I shook my head. “Technically, it’s not. This is the no-man’s-land between declared boundaries. Seeing as I’m driving right into the heart of Malphas’s turf, though, I’ll be nice and tell you that your information’s outdated. Sitri and me are quits.”
“That’s not what we heard,” Zeke said. “We heard you’re his hound’s f*cktoy.”
I kept my face stony. I had a role to play and a lie to sell.
“We’re quits, too. I’m persona non grata in Vegas right now. I’m looking for more gainful employment. Fact is, with all the blood on my hands, I’m as damned as a soul can be. So before I shuffle off this mortal coil and fall to the Great Downstairs, I need a new patron watching my back.”
They gave each other uncertain glances.
“Go ahead,” I told them. “Go tell your boss. I’m sure he’s got ears out west. He can verify everything I just said.”
If they did check, they’d hear I’d been run out of town on a rail, lucky to escape with my life. Sitri would make sure of it. Only he, one other person, and I knew the truth of the plan we’d hatched last night. Everybody else would be clued in when the time was right.

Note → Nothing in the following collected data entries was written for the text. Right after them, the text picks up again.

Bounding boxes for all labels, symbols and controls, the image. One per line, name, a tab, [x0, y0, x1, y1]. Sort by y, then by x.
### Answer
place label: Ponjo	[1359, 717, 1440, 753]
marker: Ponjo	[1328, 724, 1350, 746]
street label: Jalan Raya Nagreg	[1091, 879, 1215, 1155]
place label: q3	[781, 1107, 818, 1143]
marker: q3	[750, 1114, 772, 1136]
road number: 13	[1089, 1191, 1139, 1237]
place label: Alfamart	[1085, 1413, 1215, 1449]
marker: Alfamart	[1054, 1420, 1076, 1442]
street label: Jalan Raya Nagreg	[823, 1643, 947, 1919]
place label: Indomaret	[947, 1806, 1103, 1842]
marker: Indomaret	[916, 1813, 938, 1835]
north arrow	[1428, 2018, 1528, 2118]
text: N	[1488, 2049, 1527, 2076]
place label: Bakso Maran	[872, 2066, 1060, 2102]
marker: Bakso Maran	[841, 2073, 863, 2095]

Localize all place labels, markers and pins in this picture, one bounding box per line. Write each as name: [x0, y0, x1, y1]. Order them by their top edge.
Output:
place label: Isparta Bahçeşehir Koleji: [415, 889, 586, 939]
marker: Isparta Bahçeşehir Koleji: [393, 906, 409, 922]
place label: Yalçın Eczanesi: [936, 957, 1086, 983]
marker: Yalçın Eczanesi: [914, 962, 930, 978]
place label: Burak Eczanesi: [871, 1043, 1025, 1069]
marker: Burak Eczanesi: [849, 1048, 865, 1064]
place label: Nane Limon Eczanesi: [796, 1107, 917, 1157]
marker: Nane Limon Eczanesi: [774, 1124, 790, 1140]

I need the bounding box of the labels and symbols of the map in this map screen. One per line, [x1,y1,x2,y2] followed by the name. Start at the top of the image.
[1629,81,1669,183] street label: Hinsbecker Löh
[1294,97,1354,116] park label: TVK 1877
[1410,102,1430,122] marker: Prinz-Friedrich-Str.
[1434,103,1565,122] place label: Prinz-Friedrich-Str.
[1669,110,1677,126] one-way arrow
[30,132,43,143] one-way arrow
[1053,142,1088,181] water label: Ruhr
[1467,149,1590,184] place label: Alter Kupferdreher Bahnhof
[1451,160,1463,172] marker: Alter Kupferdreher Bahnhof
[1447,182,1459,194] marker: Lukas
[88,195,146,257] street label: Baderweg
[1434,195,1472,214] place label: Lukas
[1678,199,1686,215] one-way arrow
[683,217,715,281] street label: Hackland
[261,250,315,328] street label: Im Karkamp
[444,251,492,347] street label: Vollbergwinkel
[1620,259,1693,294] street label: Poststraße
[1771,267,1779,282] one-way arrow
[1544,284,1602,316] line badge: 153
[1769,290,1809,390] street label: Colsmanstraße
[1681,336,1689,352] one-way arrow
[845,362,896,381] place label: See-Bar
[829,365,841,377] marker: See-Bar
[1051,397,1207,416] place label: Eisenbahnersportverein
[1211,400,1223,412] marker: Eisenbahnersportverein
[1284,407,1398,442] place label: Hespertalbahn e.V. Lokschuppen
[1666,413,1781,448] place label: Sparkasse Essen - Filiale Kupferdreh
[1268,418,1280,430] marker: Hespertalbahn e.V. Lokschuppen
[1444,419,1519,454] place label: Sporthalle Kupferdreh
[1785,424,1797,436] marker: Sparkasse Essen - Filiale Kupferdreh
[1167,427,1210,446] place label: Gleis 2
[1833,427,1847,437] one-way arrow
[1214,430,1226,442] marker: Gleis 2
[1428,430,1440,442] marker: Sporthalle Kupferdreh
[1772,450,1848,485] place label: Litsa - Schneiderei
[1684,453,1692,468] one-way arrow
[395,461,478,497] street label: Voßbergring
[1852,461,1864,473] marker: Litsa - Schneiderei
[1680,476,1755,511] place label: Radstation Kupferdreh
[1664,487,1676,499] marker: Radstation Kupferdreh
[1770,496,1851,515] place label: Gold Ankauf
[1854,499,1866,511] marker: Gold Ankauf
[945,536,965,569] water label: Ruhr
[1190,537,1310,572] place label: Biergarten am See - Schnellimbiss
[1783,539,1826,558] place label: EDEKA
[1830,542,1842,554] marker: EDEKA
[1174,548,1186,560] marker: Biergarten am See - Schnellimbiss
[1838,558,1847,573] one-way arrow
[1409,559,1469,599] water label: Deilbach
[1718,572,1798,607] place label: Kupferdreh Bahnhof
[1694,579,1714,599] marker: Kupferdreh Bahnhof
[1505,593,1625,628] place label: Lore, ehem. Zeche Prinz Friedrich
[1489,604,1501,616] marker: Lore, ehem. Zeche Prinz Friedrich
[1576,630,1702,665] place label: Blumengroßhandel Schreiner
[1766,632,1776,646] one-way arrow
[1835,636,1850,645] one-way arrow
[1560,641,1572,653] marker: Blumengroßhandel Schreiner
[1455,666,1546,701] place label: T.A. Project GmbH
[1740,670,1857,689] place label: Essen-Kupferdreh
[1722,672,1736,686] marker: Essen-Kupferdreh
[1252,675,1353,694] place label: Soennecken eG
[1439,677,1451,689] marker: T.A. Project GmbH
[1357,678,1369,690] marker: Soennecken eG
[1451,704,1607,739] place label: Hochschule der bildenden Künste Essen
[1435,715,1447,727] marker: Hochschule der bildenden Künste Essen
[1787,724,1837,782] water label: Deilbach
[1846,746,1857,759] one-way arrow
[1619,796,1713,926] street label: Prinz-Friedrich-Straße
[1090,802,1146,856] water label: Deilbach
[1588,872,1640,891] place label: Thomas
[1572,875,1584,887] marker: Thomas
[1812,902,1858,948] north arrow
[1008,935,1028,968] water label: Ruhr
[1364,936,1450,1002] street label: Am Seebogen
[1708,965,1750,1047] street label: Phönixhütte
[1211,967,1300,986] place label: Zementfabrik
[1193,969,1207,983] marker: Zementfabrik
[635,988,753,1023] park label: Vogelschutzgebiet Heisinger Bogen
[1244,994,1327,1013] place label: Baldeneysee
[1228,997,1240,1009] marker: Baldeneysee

“We should still bring him in,” Mack said to Zeke, pitching his voice low.
Zeke clutched a knife at his place setting. Just a butter knife, but he held it like someone who knew how to use it.
“We should just kill him right now and be done with it,” Zeke hissed at his partner. Mack was smart enough to be worried. Zeke was blood-hungry. I’d have to take him down first, if it came to it.